Chad Daybell's property outside Rexburg, Idaho, where Lori Vallow's children's bodies were found in 2020.

It's a case seemingly made for tabloids and trash TV.

As 2019 neared its end, the world first heard of Lori Vallow, her new husband, Chad Daybell, and the strange tale centered on their lives in small-town Idaho. Sparked by a phone call from concerned grandparents, police in Rexberg discovered that Vallow's two kids, 17-year-old Tylee and 6-year-old JJ, were missing.

In short order, news stories revealed that Daybell's longtime wife Tammy had died under mysterious circumstances just two weeks before he married Vallow. And that her brother and at least one ex-husband had also died under peculiar circumstances. And that the newlyweds, rather than helping police try to find the missing children, flew off to Hawaii. Soon came reports of the couple's unorthodox religious beliefs involving past lives and Doomsday prophecies, and several months later came the discoveries of Tylee's and JJ's bodies buried on Daybell's rural Idaho property.
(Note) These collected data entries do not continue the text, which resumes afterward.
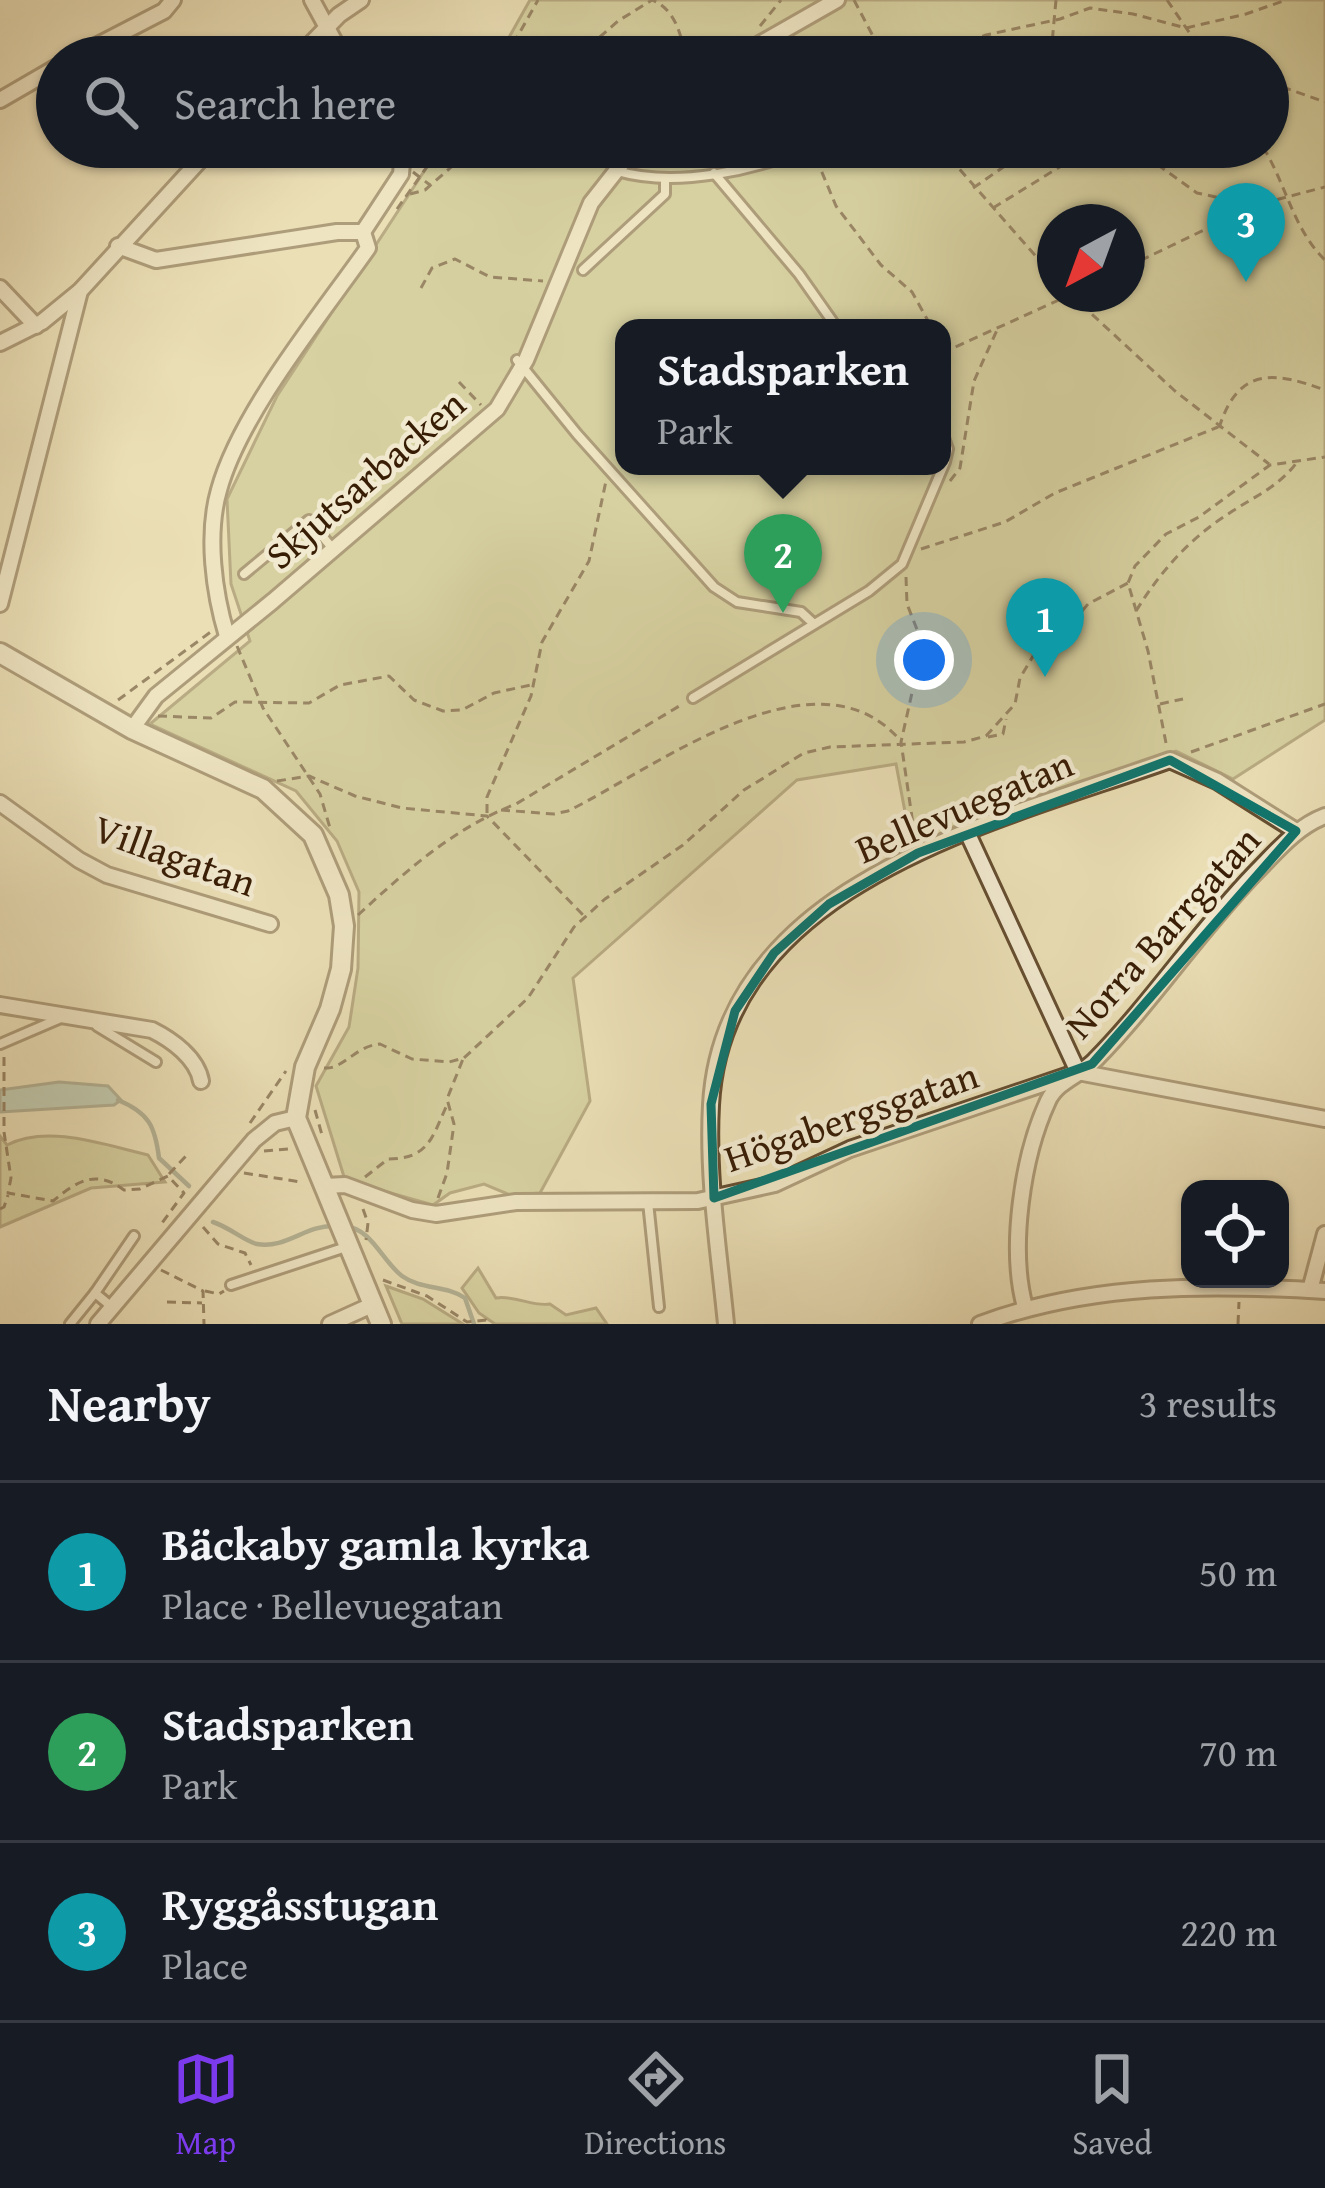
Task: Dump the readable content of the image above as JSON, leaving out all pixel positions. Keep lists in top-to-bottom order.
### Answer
{
  "streets": {
    "street": [
      "Skjutsarbacken",
      "Bellevuegatan",
      "Villagatan",
      "Norra Barrgatan",
      "Högabergsgatan"
    ]
  },
  "crossings": [
    ["Bellevuegatan", "Högabergsgatan"],
    ["Norra Barrgatan", "Högabergsgatan"]
  ],
  "north": "bottom left",
  "page": {
    "search": "Search here",
    "pins": ["3", "2", "1"],
    "popup": ["Stadsparken", "Park"],
    "heading": ["Nearby", "3 results"],
    "list": [
      {
        "mark": "1",
        "name": "Bäckaby gamla kyrka",
        "note": "Place · Bellevuegatan",
        "value": "50 m"
      },
      {
        "mark": "2",
        "name": "Stadsparken",
        "note": "Park",
        "value": "70 m"
      },
      {
        "mark": "3",
        "name": "Ryggåsstugan",
        "note": "Place",
        "value": "220 m"
      }
    ],
    "nav": ["Map", "Directions", "Saved"]
  }
}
While the likes of Dateline and 48 Hours were attracted to the case by the obvious salacious aspects, independent investigative journalist and former Inlander reporter Leah Sottile saw something more as she started to dig into the case from her Portland home. Much like the subjects of her award-winning Bundyville podcast tracking the Bundy clan of anti-government extremists and their various armed uprisings across the West, the Vallow/Daybell case featured people who seemed to blend a particular strain of conspiracy-minded religion and anti-government sentiment. But while the Bundys did plenty of interviews and passed their philosophy around the rural part of the West, Daybell and Vallow were living a mainstream Mormon life by all appearances, while also being heavily involved in apocalyptic podcasts, fiction and prepper conventions.
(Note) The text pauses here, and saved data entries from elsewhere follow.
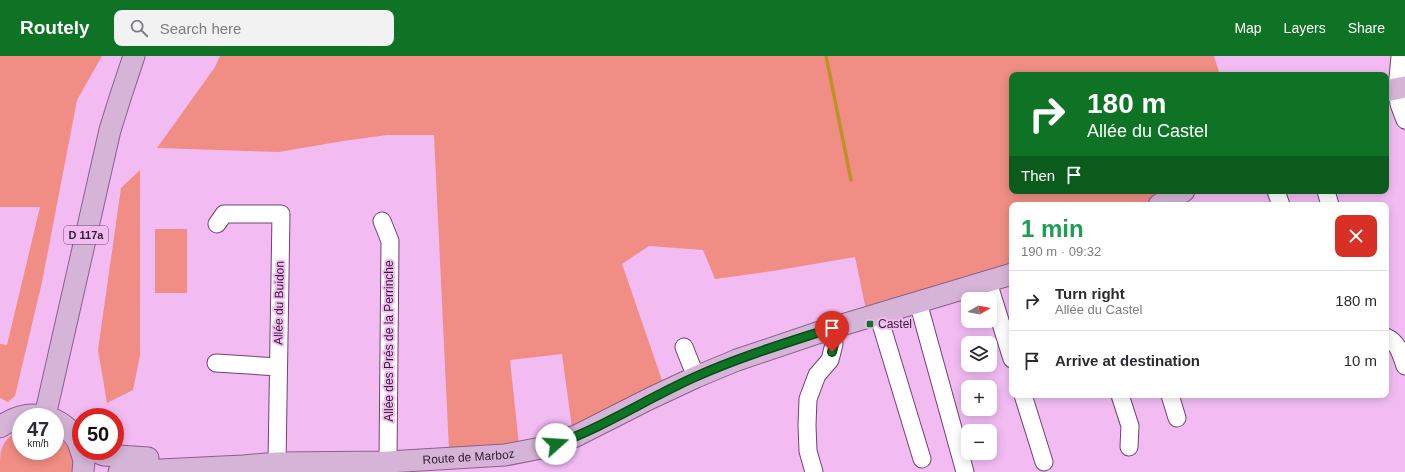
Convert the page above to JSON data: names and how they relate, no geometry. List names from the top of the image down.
{
  "streets": {
    "main road": ["D 117a", "Route de Marboz"],
    "street": ["Allée du Buidon", "Allée des Prés de la Perrinche"]
  },
  "crossings": [
    ["Allée du Buidon", "Route de Marboz"],
    ["Allée des Prés de la Perrinche", "Route de Marboz"]
  ],
  "places": {
    "transit": ["Castel"]
  },
  "north": "right",
  "page": {
    "header": "Routely",
    "search": "Search here",
    "nav": ["Map", "Layers", "Share"],
    "turn": ["180 m", "Allée du Castel"],
    "then": "Then",
    "heading": ["1 min", "190 m · 09:32"],
    "list": [
      {
        "name": "Turn right",
        "note": "Allée du Castel",
        "value": "180 m"
      },
      {
        "name": "Arrive at destination",
        "value": "10 m"
      }
    ],
    "map_buttons": ["+", "−"],
    "speed": "47 km/h",
    "limit": "50"
  }
}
The case is featured in Sottile's first book, When the Moon Turns to Blood: Lori Vallow, Chad Daybell and a Story of Murder, Wild Faith and End Times. It's a well-documented look at the case to date (both Daybell and Vallow's trials will be held concurrently and go to court in January 2023; both could face the death penalty). More impressively, it's a deep dive into the West's predilection for anti-government conspiracies, the celebrity around near-death experiences, and just how mainstream some "extreme" views are in certain communities scattered from Idaho to Utah to Arizona.
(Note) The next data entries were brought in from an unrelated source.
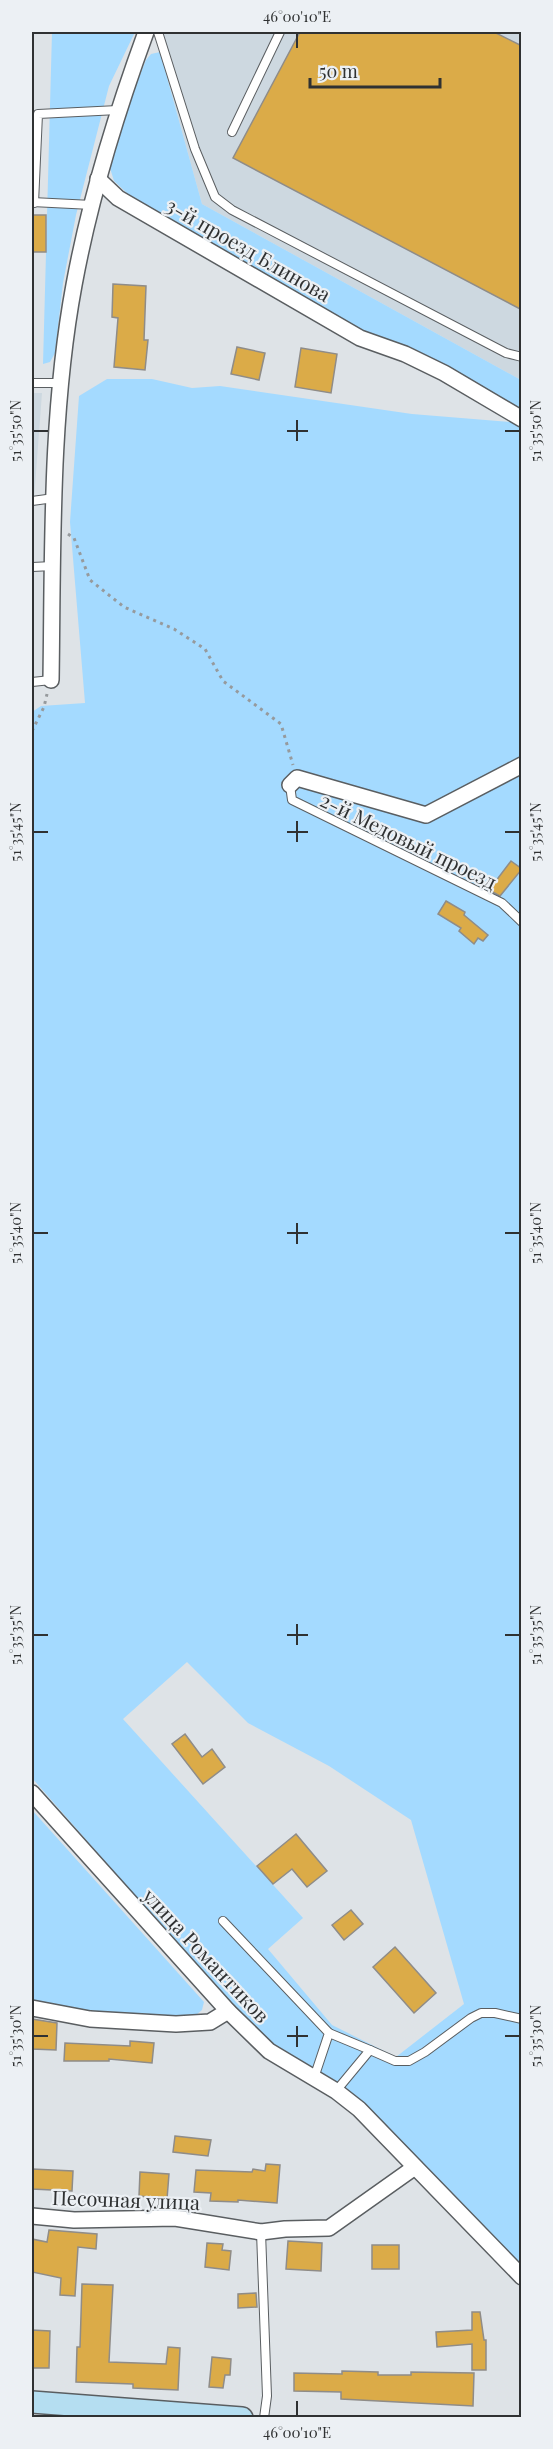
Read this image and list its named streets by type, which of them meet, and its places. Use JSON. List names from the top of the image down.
{
  "streets": {
    "street": ["3-й проезд Блинова", "улица Романтиков", "Песочная улица"],
    "lane": ["2-й Медовый проезд"]
  },
  "crossings": [
    ["улица Романтиков", "Песочная улица"]
  ],
  "scale_bar": "50 m",
  "coordinates": [
    "46°00'10\"E",
    "51°35'50\"N",
    "51°35'45\"N",
    "51°35'40\"N",
    "51°35'35\"N",
    "51°35'30\"N"
  ]
}
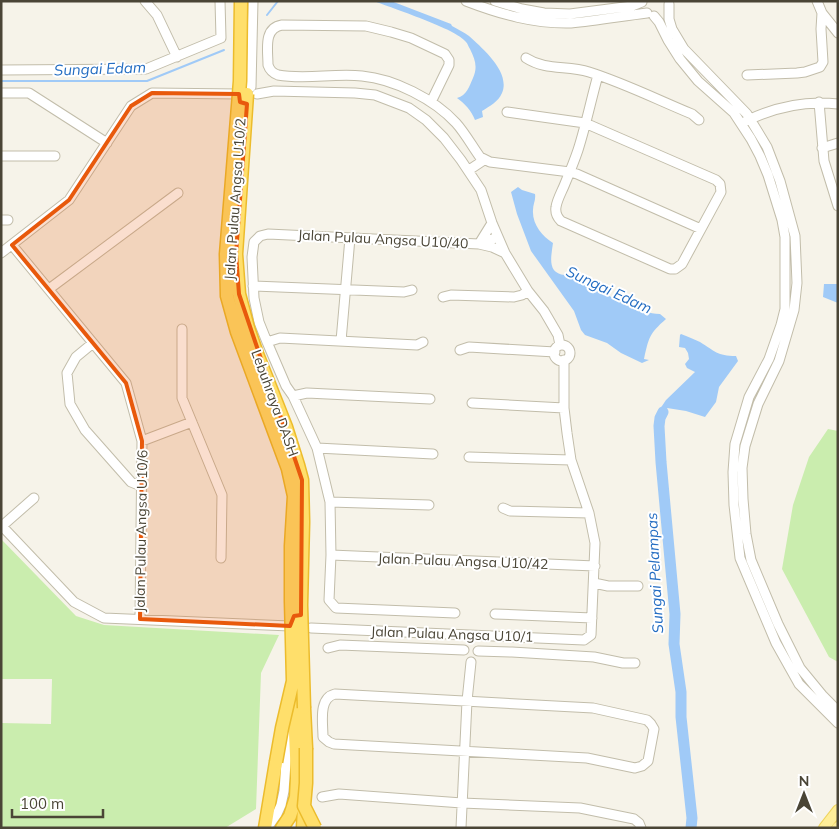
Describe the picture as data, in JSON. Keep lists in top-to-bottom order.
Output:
{
  "streets": {
    "highway": ["Lebuhraya DASH"],
    "street": [
      "Jalan Pulau Angsa U10/2",
      "Jalan Pulau Angsa U10/40",
      "Jalan Pulau Angsa U10/6",
      "Jalan Pulau Angsa U10/42",
      "Jalan Pulau Angsa U10/1"
    ]
  },
  "crossings": [
    ["Jalan Pulau Angsa U10/2", "Lebuhraya DASH"],
    ["Jalan Pulau Angsa U10/2", "Jalan Pulau Angsa U10/1"]
  ],
  "water": ["Sungai Edam", "Sungai Pelampas"],
  "scale_bar": "100 m",
  "north": "top"
}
In the story of a former beauty queen and an apocalypse-obsessed fiction writer, their whirlwind romance, and their apparently murderous path, Sottile found a natural source for putting her reporting skills and dedication to tracking life on the West's fringes to the test. We talked with her about the case and her reporting; this interview has been edited for length and clarity.

INLANDER: Where did your interest in extreme movements of the West, charismatic people of the West, where did that spark come from?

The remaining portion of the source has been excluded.